Of course, they actually did know about iterated maps. (One of the most famous iterated maps is called . . . wait for it . . . Newton's method.) They didn't appreciate the unpredictability of very simple systems, but that unpredictability is a subtle issue, and Stoppard's play doesn't begin to get into it.
There are other errors, too, and they too (uncoincidentally) serve to make early physicists look dumb or oblivious. For instance, at one point one of the characters -- Thomasina, a precocious child who is learning physics -- reads a paper which, given the date and the description of its content, must be Fourier's paper on the heat equation. This paper is famous for introducing Fourier series, but Thomasina seems to think it is remarkable for another reason. She exclaims that Fourier's equations are "not like Newton's equations," for they specify a direction of time, while "Newton's equations" are reversible. This claim comes as quite a surprise, since the heat equation studied by Fourier is simply a continuous version of an equation called . . . wait for it . . . Newton's Law of Cooling. Presumably by "Newton's equations" Thomasina specifically means Newton's three laws of motion. But even there, she's wrong: although in some special cases Newton's laws are reversible, they can also describe irreversible forces, and indeed Newton himself believed that the most fundamental forces were likely to be irreversible. (This would explain the fact that many real-life phenomena, like stirring milk into coffee, seem to be irreversible -- another case where Stoppard seems to imply that early physicists simply ignored something obvious.)

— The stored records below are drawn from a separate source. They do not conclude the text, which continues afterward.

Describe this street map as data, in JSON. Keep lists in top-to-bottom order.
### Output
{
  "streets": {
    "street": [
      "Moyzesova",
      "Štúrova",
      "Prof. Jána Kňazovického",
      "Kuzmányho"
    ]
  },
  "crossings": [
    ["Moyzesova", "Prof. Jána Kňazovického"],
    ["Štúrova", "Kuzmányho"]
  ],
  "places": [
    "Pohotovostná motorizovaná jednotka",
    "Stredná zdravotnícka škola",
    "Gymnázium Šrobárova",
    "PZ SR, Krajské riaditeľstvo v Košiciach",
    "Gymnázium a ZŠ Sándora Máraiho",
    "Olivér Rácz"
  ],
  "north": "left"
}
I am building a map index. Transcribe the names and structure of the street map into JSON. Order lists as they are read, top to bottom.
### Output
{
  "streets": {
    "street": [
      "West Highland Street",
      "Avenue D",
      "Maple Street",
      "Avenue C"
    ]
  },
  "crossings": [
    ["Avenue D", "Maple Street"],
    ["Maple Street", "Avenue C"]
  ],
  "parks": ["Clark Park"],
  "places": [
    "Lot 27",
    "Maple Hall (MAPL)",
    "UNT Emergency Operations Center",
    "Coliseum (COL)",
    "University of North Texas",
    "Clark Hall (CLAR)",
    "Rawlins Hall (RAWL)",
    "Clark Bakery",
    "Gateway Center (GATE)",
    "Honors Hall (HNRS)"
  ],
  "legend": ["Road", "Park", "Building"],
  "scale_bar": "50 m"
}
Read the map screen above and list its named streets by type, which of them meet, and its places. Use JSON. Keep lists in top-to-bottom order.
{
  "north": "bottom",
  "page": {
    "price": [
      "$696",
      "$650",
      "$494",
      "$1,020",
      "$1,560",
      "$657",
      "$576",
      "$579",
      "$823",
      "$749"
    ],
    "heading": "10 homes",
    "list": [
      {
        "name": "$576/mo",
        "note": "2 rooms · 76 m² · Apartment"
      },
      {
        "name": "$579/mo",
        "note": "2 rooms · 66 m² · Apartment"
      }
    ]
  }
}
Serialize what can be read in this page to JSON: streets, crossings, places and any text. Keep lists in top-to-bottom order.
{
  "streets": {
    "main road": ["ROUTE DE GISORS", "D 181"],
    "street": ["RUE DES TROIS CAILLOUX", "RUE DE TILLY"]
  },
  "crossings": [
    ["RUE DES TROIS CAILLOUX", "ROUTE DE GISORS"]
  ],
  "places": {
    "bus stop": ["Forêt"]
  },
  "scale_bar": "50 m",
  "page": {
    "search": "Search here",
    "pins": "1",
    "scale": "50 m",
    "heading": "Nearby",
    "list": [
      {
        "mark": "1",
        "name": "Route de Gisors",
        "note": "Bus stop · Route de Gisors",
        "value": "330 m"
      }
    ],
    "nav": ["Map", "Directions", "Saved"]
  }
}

The play views the march of science with an amused sneer: oh, look at these funny plodding people, convinced that they know so much, yet battered this way and that by their culture, swelling with utopian ambition in the Enlightenment, inventing lurid tales of heat death in the age of Romanticism, and once the 20th century rolls around they create "jazzy" math and lose faith in the old verities . . . Now, I'm not denying that scientists are fallible human beings, but Stoppard's sneer is unearned. The issues involved in the development of theoretical physics are esoteric, irreducibly mathematical, and mind-bendingly subtle. This is serious shit. Really, really smart people have been working very, very hard on it for centuries. I'm sure that Stoppard and some parts of his audience would like to imagine themselves as Thomasina, instantly spotting the errors of those grim old scientists and dispatching them with a light, witty touch. Would that that were possible! But science is really hard; when our predecessors have made mistakes they tend to be subtle, recondite ones. Try to catch the masters making obvious blunders and you will just fall on your face, as Stoppard has done.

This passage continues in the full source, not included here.